▶ **ASSIGNMENT**: The answer is the first line of the listing and every line after it through the one containing "position:absolute; left:24px; bottom:20px;", exact, with pictures removed.

= Beginning of Section =

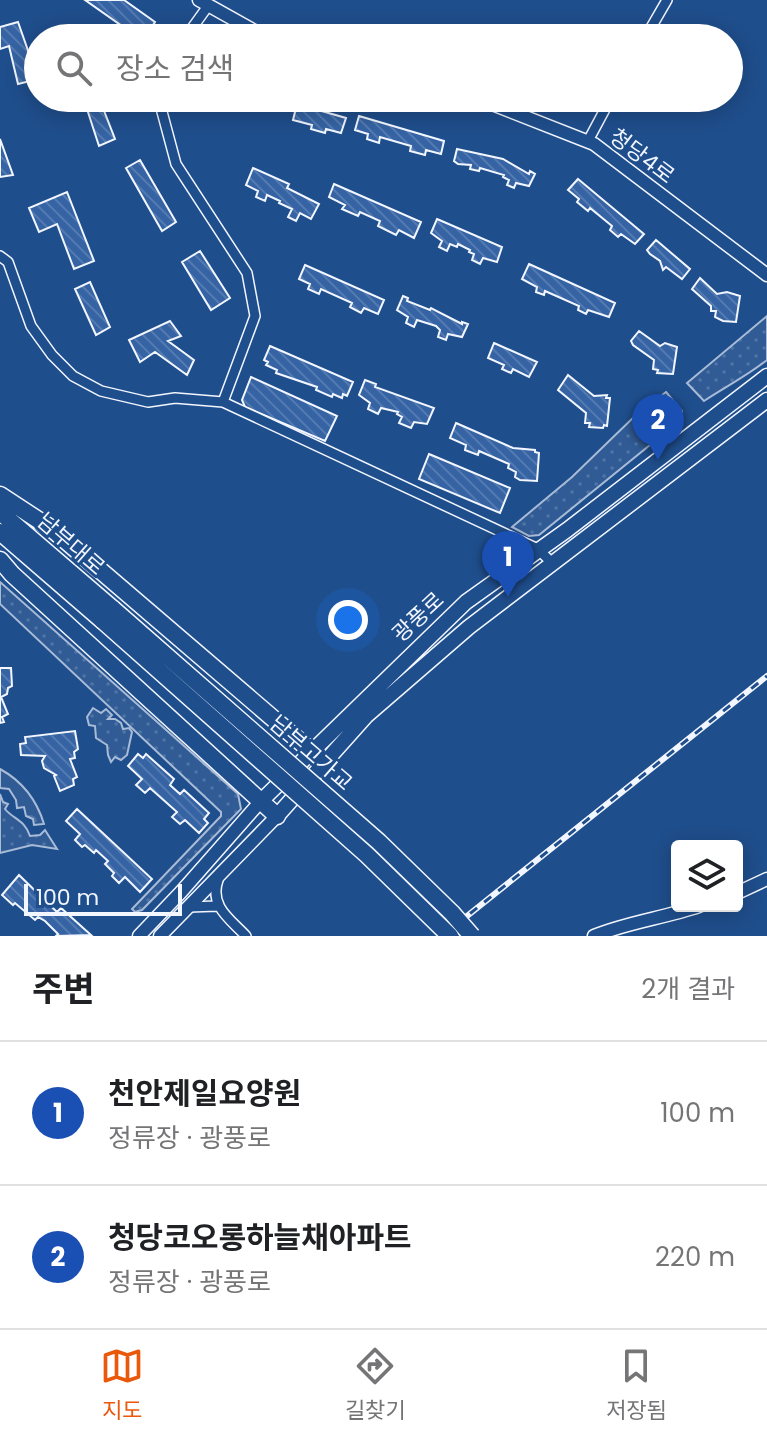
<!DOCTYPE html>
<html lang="ko">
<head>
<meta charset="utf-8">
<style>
  body { margin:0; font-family:Poppins,"Noto Sans KR",sans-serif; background:#f2f2f2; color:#202124 }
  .controls { position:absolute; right:24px; bottom:24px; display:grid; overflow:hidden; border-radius:8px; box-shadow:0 4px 20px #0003 }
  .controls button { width:72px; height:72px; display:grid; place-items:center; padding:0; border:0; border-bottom:2px solid #e0e0e0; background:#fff; color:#202124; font:40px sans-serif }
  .scale { position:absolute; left:24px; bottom:20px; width:158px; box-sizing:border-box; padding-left:8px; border:4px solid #f2f6ff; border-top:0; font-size:22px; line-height:28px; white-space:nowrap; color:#f2f6ff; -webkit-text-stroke:6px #1f4e8c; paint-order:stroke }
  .you { position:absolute; left:348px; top:620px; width:28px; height:28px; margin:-20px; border:6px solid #fff; border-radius:50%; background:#1a73e8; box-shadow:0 0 0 12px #1a73e833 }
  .badge { display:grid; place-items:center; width:52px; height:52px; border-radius:50%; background:#ea580c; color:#fff; font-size:26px; font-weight:700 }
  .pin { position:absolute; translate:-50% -66px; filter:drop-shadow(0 2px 4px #0008) }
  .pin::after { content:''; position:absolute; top:42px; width:28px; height:24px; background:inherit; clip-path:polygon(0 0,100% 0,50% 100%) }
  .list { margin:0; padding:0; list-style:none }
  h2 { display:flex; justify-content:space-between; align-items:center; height:104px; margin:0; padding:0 32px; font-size:34px }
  h2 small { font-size:26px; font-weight:400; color:#757577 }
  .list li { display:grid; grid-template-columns:52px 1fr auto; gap:24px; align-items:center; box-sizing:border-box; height:144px; padding:0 32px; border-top:2px solid #e0e0e0 }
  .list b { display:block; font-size:30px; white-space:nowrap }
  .list p { margin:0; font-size:26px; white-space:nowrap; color:#757577 }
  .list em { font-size:26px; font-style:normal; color:#757577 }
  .icon { flex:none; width:44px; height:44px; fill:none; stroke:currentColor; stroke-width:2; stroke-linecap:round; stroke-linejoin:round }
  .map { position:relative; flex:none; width:767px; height:936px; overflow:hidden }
  .search { position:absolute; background:#fff; box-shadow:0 4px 20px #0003; left:24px; right:24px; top:24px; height:88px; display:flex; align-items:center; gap:20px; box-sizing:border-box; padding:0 28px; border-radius:44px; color:#757577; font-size:30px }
  .sheet { height:392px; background:#fff }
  nav { display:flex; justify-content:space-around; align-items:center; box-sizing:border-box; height:112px; border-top:2px solid #e0e0e0; background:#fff; font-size:22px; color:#757577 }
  nav a { display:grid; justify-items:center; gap:4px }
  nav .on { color:#ea580c }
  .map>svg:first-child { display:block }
  .grass { fill:url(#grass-dots); stroke:#a8bbd7; stroke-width:2 }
  .forest { fill:url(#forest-crowns); stroke:#a8bbd7; stroke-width:2 }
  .building { fill:url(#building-back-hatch); stroke:#f2f6ff; stroke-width:2 }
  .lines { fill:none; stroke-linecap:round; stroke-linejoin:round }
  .minor-casing { stroke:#f2f6ff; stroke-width:12 }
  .tertiary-casing { stroke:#f2f6ff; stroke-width:15 }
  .secondary-casing { stroke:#f2f6ff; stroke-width:17 }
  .trunk-casing { stroke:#f2f6ff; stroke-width:19 }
  .minor { stroke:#1f4e8c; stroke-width:9 }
  .tertiary { stroke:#1f4e8c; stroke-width:12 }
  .secondary { stroke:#1f4e8c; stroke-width:14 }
  .trunk { stroke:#1f4e8c; stroke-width:16 }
  .rail-casing { stroke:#f2f6ff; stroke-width:6 }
  .rail { stroke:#1f4e8c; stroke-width:3; stroke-dasharray:9; stroke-linecap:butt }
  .trunk-bridge-casing { stroke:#f2f6ff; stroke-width:19; stroke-linecap:butt }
  .trunk-bridge { stroke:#1f4e8c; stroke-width:16 }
  .labels { text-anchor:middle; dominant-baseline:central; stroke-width:6; stroke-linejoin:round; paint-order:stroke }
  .street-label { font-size:22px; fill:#f2f6ff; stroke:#1f4e8c }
</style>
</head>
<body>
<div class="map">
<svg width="767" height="936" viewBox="0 0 767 936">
  <defs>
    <pattern id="grass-dots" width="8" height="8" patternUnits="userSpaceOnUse" patternTransform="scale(2)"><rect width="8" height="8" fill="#305b95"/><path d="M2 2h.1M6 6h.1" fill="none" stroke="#4e73a5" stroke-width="1.8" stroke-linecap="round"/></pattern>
    <pattern id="forest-crowns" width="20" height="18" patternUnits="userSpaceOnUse" patternTransform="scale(2)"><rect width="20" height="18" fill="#305b95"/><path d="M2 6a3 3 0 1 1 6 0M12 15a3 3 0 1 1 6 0" fill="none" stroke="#4e73a5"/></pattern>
    <pattern id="building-back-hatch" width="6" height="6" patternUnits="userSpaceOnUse" patternTransform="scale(2)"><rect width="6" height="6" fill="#3563a3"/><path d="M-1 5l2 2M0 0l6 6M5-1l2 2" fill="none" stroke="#537ab1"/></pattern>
  </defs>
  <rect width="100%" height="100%" fill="#1f4e8c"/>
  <path class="grass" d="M 767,316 L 767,360 C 747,376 725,387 704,401 L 687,383 Z
    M 666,392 L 682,411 L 682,419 L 539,535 L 529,536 L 512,527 L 572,477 L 638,413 Z
    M 0,582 L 238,794 L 241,809 L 142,910 L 135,912 L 132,909 L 221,816 L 221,812 L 0,604 Z
    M 93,708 L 101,713 L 106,709 L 112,715 L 108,719 L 115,719 L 121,723 L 123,729 L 129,728 L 132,732 L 127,755 L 121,760 L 115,757 L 111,762 L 108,755 L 107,745 L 96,738 L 95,726 L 89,725 L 87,717 Z
    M 0,794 L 3,802 L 8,804 L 5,809 C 13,819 25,820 30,836 L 40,835 L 45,830 L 57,849 L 32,845 L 0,853 Z"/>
  <path class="forest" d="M 0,769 C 22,781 37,801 44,824 L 34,825 L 33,819 L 26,816 L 24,807 L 17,808 L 16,800 L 9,789 L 0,788 Z"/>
  <path class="building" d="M 85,0 L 124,0 L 155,22 L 145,38 L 139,38 Z
    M 18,22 L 38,79 L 18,84 L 9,46 L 0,49 L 0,27 Z
    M 62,98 L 99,98 L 115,139 L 99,146 L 86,106 L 66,109 Z
    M 252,98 L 285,98 L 281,106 L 267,100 L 265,104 Z
    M 297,104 L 346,118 L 341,133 L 326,129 L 325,133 L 311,129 L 312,125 L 293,120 Z
    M 359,116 L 444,141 L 441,154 L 426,150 L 425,155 L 410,151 L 411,146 L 380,137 L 379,143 L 367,139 L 368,134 L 355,130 Z
    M 0,139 L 13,175 L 0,177 Z
    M 457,149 L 503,159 L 529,174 L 530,171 L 535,174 L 529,186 L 516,183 L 514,188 L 507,185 L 509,180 L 503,177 L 504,175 L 480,168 L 479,171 L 470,169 L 471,165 L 458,164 L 454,161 Z
    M 140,160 L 176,222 L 162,231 L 126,168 Z
    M 253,168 L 289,184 L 287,188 L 319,204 L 311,219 L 300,213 L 296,221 L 288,217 L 292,209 L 279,203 L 280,201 L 267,195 L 265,201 L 256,197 L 258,191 L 246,185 Z
    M 578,179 L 644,234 L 635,244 L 621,234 L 618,237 L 610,230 L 612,226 L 590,208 L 588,211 L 577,202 L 579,199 L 568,190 Z
    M 334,184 L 421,222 L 414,238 L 399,230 L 396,235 L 378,226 L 380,221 L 360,212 L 358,216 L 342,209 L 345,205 L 329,197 Z
    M 67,192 L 94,261 L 74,269 L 57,224 L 39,232 L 29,208 Z
    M 437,219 L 502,247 L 497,262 L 483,258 L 480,264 L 472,260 L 474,254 L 469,252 L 470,250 L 458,244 L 457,247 L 450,244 L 447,251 L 439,247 L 442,241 L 431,233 Z
    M 656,240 L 690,269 L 682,279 L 666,267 L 663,270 L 660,261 L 650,254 L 647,250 Z
    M 200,251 L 230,298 L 211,310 L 182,262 Z
    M 529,264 L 615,303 L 609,317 L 588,310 L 586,314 L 578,310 L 579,306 L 545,291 L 544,295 L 536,292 L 537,287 L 522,279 Z
    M 305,265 L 384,300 L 378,314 L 364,308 L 361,313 L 350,307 L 352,303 L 321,289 L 319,294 L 308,289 L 310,284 L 299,279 Z
    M 700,278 L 717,294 L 727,292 L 740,296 L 736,322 L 723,321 L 715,317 L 716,311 L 711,311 L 711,306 L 692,289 Z
    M 90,282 L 110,327 L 96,335 L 75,289 Z
    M 403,296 L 408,298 L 407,301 L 430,310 L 431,308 L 462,324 L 462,322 L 468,324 L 462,337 L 448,334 L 446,340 L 438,337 L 440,330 L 436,326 L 417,320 L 414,327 L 406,323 L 408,317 L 397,310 Z
    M 170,321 L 181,336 L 168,341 L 194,360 L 187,375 L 155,352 L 140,362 L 129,340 Z
    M 639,331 L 660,346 L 665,343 L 677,347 L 673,374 L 657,373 L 658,370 L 653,369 L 654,360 L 633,345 L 631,341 Z
    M 494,343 L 537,362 L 529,377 L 513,369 L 511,373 L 502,369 L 504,365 L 488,358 Z
    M 270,346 L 353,382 L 347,396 L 343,394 L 342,398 L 333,394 L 332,397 L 316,390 L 317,387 L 276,373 L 277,370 L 266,365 L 268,362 L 264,360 Z
    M 568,375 L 594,396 L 607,395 L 606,398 L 610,398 L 607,426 L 604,425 L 603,428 L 589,427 L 590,423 L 585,423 L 586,413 L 558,390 Z
    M 251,377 L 337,416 L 325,441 L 245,407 L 242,400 Z
    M 365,380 L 376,384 L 375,387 L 434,408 L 427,424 L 414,422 L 411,428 L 399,423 L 402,417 L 397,414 L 398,412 L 381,408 L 378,414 L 368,409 L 370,403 L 359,395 Z
    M 456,423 L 513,448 L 535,450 L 535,452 L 539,453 L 537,481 L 520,480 L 515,477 L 516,472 L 508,468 L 509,464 L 479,451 L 478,455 L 465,450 L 466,445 L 450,438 Z
    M 429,454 L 510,488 L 500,513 L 419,479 Z
    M 0,668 L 11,668 L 12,686 L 8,688 L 7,694 L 1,697 L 8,714 L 2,717 L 4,722 L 0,723 Z
    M 75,731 L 78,749 L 74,752 L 75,758 L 70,759 L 77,777 L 73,779 L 74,785 L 60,791 L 54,776 L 56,775 L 44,768 L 42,761 L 45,756 L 21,755 L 20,744 L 26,743 L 25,737 Z
    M 138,754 L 143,758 L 146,754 L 174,779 L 170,785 L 180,794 L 184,790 L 209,813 L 204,819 L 208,823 L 199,833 L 185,820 L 180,824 L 172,817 L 177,812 L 150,788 L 145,793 L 136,785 L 142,779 L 128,766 Z
    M 77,809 L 152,879 L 140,892 L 125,877 L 119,883 L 112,876 L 114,873 L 105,864 L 108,861 L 96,850 L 94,853 L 85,845 L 82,847 L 75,840 L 80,834 L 66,821 Z
    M 19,875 L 57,912 L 61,908 L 91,935 L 56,936 L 58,934 L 45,921 L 38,917 L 35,920 L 15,903 L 13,905 L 2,895 Z"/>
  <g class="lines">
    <defs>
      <path id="minor" d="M 185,38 L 208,6
        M 645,38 L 667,0
        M 162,98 L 161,108 L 176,164 L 247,273 L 255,316 L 223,402 L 538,549 L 552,563
        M 588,141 L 611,98
        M 0,256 L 8,262 L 31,326 L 52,355 L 73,376 L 101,391 L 148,402 L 175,398 L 223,402
        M 218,880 C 209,906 230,919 246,936
        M 189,907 L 217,906"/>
      <path id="tertiary" d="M 199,0 L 267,38
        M 477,98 L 594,144 L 767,275
        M 737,893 L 767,879
        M 139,936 L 181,892 L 261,801
        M 160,936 L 277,816
        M 594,936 C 628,922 664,918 699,906"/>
      <path id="secondary" d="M 261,801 L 466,602 L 567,530 L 767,376
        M 277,816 L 366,716 L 469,627 L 767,400"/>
      <path id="trunk" d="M 0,495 L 52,529 L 325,763
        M 0,512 L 113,609
        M 0,532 L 103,621
        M 0,560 L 12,574 L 277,816"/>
    </defs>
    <use href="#minor" class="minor-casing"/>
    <use href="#tertiary" class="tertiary-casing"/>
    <use href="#secondary" class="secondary-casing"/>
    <use href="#trunk" class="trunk-casing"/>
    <use href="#minor" class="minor"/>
    <use href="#tertiary" class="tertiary"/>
    <use href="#secondary" class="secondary"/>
    <use href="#trunk" class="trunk"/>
    <defs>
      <path id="rail" d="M 442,936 L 767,676"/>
    </defs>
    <use href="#rail" class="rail-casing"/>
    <use href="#rail" class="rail"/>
    <defs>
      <path id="trunk-bridge" d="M 113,609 L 379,842 L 452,913 L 472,936
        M 103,621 L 367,855 L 450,936"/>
    </defs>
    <use href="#trunk-bridge" class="trunk-bridge-casing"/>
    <use href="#trunk-bridge" class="trunk-bridge"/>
  </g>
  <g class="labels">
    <g class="street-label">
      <text transform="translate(642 156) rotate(37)">청당4로</text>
      <text transform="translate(71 544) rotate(41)">남부대로</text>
      <text transform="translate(418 617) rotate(-43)">광풍로</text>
      <text transform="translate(311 753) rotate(41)">남부고가교</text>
    </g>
  </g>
</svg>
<div class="controls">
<button><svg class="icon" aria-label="layers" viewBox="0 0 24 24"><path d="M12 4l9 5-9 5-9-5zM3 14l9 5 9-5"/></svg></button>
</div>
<div class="scale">100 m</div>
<div class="you"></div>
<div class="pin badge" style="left:508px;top:597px;background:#1a4fb4">1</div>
<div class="pin badge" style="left:658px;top:460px;background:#1a4fb4">2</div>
<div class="search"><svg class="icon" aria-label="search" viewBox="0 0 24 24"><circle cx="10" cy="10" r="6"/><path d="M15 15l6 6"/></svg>장소 검색</div>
</div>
<section class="sheet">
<h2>주변<small>2개 결과</small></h2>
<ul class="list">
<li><span class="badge" style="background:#1a4fb4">1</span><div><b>천안제일요양원</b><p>정류장 · 광풍로</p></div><em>100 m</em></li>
<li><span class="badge" style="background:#1a4fb4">2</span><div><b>청당코오롱하늘채아파트</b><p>정류장 · 광풍로</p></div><em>220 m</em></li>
</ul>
</section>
<nav>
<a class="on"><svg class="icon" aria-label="map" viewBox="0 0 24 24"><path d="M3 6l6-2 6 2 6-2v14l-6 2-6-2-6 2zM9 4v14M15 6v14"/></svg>지도</a>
<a><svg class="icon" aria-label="directions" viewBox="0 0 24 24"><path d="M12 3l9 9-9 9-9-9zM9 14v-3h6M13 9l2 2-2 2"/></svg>길찾기</a>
<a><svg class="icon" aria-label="saved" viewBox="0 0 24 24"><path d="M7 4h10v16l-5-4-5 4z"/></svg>저장됨</a>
</nav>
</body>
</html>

= End of Section =

▶ **OUTPUT OF THE EXERCISE**:
<!DOCTYPE html>
<html lang="ko">
<head>
<meta charset="utf-8">
<style>
  body { margin:0; font-family:Poppins,"Noto Sans KR",sans-serif; background:#f2f2f2; color:#202124 }
  .controls { position:absolute; right:24px; bottom:24px; display:grid; overflow:hidden; border-radius:8px; box-shadow:0 4px 20px #0003 }
  .controls button { width:72px; height:72px; display:grid; place-items:center; padding:0; border:0; border-bottom:2px solid #e0e0e0; background:#fff; color:#202124; font:40px sans-serif }
  .scale { position:absolute; left:24px; bottom:20px; width:158px; box-sizing:border-box; padding-left:8px; border:4px solid #f2f6ff; border-top:0; font-size:22px; line-height:28px; white-space:nowrap; color:#f2f6ff; -webkit-text-stroke:6px #1f4e8c; paint-order:stroke }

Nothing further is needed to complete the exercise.